# Specialized align helmet?



## flashme18 (Jul 13, 2010)

anyone have this helmet? My LBS where I just bought my bike is offering me 15% off accessories when I come in and pick up the bike. The salesman said the Align is their top seller, its only 40 bucks...which is about what I'm comfortable spending.

They were sold out the day I bought my bike, but I saw some pix online..looks decent, but don't really see it on many sites. Does it go by another name as well? any info would be great. Thanks.


----------



## Asta (Nov 25, 2009)

I think its an align I have. If so they are pretty good for the money.

Fitted me better than any others I tried on. A bit warm but very very comfy.


----------



## klev (Jul 22, 2010)

Just bought an Align. Great helmet for the money. Did an endo today and the visor popped off and prolly saved my face from a bit dirt and rocks. Visor popped right back on. Good buy for the money IMHO.


----------



## gti2k2000 (Apr 18, 2005)

I bought one of these a couple weeks ago. Great fit and comfortable. $40 price is good too.


----------



## tgraham1 (Jun 30, 2011)

I have an Align as well. I like it. Decent air flow and comfortable. Only complaint I have is that it leaves a pretty serious line on my forehead when I'm done with my ride but I'm sure that happens with every helmet.


----------



## gti2k2000 (Apr 18, 2005)

tgraham1 said:


> I have an Align as well. I like it. Decent air flow and comfortable. Only complaint I have is that it leaves a pretty serious line on my forehead when I'm done with my ride but I'm sure that happens with every helmet.


I think you may be turning the dial a little too tight. You just want to take the "wobble" out, not secure it to your head. That's what the chin strap is for.


----------



## tgraham1 (Jun 30, 2011)

gti2k2000 said:


> I think you may be turning the dial a little too tight. You just want to take the "wobble" out, not secure it to your head.

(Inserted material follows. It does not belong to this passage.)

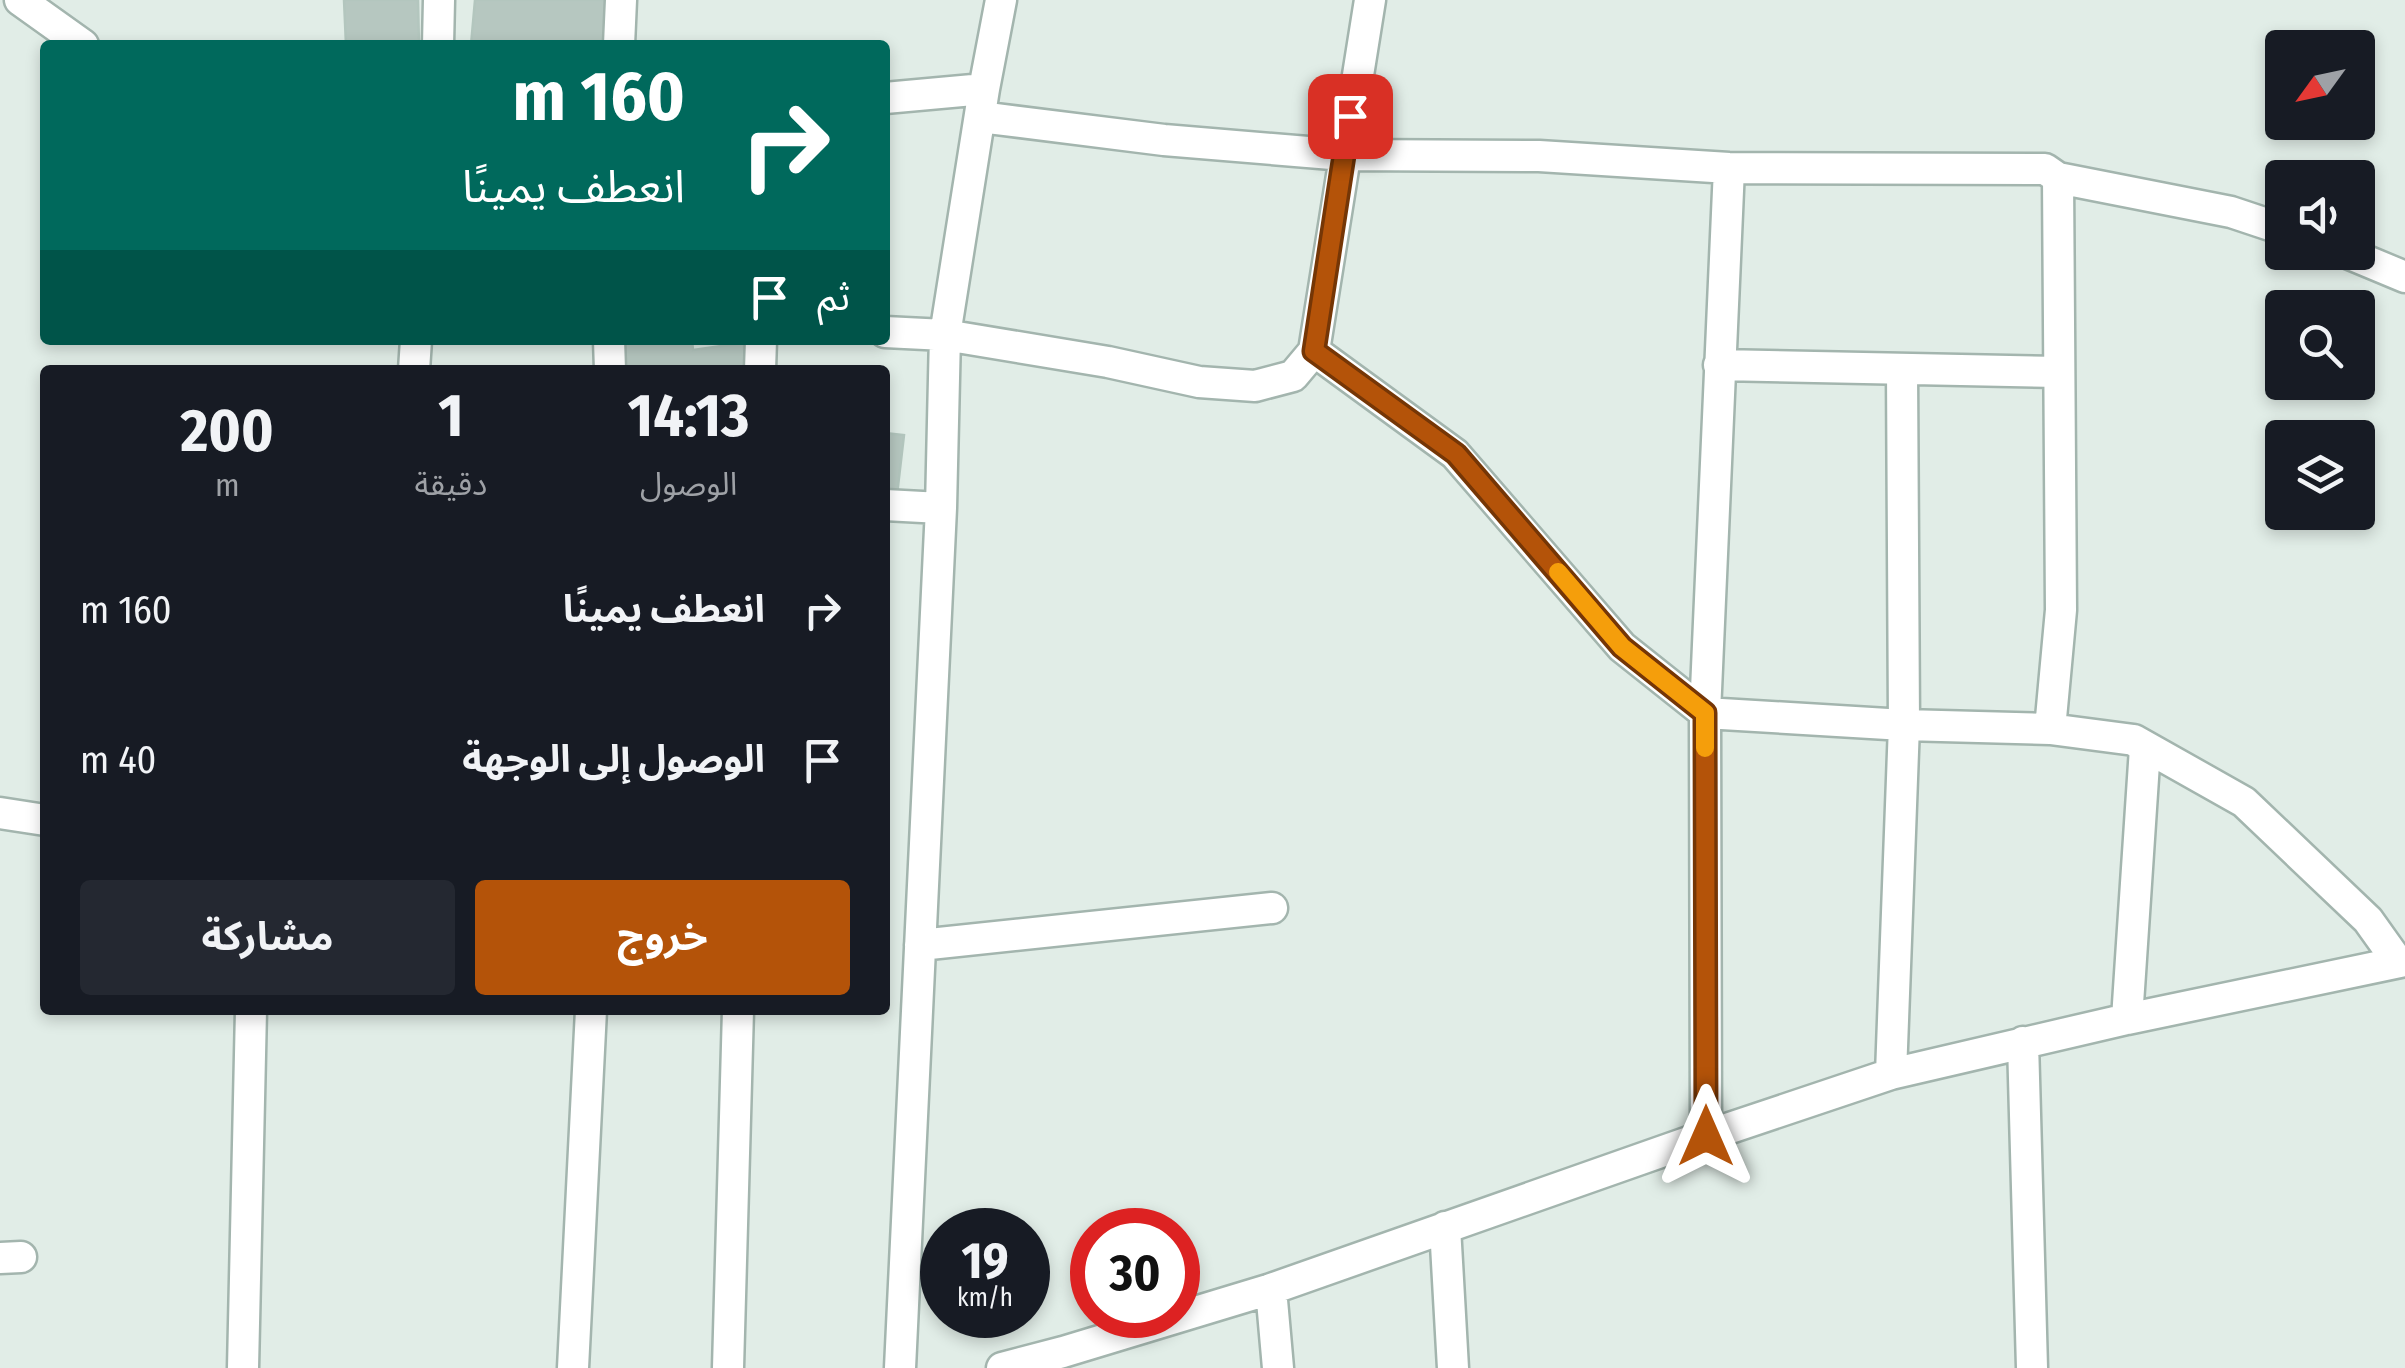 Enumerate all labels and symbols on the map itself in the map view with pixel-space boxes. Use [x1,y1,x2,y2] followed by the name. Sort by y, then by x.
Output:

That's what the chin strap is for.


Well that would just make too much sense. The lady at the bike shop cranked it down and said "That's how it's supposed to be" and being a total n00b I just went with it.


----------



## wickedfn4u (Jan 4, 2008)

I always chuckle when I see some one say I want to find a good inexpensive helmet or I really only wanted to spend a few dollars. As some one who literally just went over the bars and first impact was helmet to rocks on path I can say if you have a $40 head buy a $40 helmet. This is something that does not wear out and could save your life. 
It was strange I remember my bike hitting something and stopping my next thought was man I am glad I have a helmet on as my head is impacting the ground and rocks. What a strange thought but thank god for it. Don't skimp!


----------



## gti2k2000 (Apr 18, 2005)

wickedfn4u said:


> I always chuckle when I see some one say I want to find a good inexpensive helmet or I really only wanted to spend a few dollars. As some one who literally just went over the bars and first impact was helmet to rocks on path I can say if you have a $40 head buy a $40 helmet. This is something that does not wear out and could save your life.
> It was strange I remember my bike hitting something and stopping my next thought was man I am glad I have a helmet on as my head is impacting the ground and rocks. What a strange thought but thank god for it. Don't skimp!


The price of the helmet does not indicate the level of protection. They all have to be certified. A high price will probably get you what's hot or trendy at the moment and maybe some features that are no real value. The next year , the same helmet will be a $40 special.

Not wearing out is wrong. Over time the materials deteriorate. If you look at any helmet that has been around a few years you will see little cracks in the surface. That's not just cosmetic.

In the end, you want a helmet that 
a. You can afford
b. Fits you well
c. Is comfortable so you will wear it (it won't work sitting on a shelf)


----------



## gti2k2000 (Apr 18, 2005)

tgraham1 said:


> Well that would just make too much sense. The lady at the bike shop cranked it down and said "That's how it's supposed to be" and being a total n00b I just went with it.


You have learned two lessons then. The second being that not everyone behind the counter at a bike shop knows what they are doing.


----------



## markf (Jan 17, 2007)

spending more on a helmet will get you better ventilation and light weight primarily, not better protection. well it might be, but we don't know. but the align tends to fit people well and is reasonably light and airy for the cash. i always recommend spending a bit more on a helmet because it's the one thing you'll wear every time and there really is a difference.


----------



## raspyni (Nov 20, 2007)

*Love My Align*

Just got it last week and have taken a few rides... probably the most comfortable helmet I've ever worn.

I talked to the guy at the bike shop and begged him to tell me the differences between the Align and the $295 helmet in my other hand. He told me the biggest difference was the price.

They both adhere to the same safety standards and the Align weighed a few more grams.

Barry


----------



## Thyamine (Jul 3, 2013)

Finally just bought one of these myself. Prior to it I was using my snowboarding/generic sport helmet, which was finally just getting a little too hot. So far I'm enjoying it, and it definitely was cooler. Some of the slightly more expensive models had some different/more venting, but the Align seems great.


----------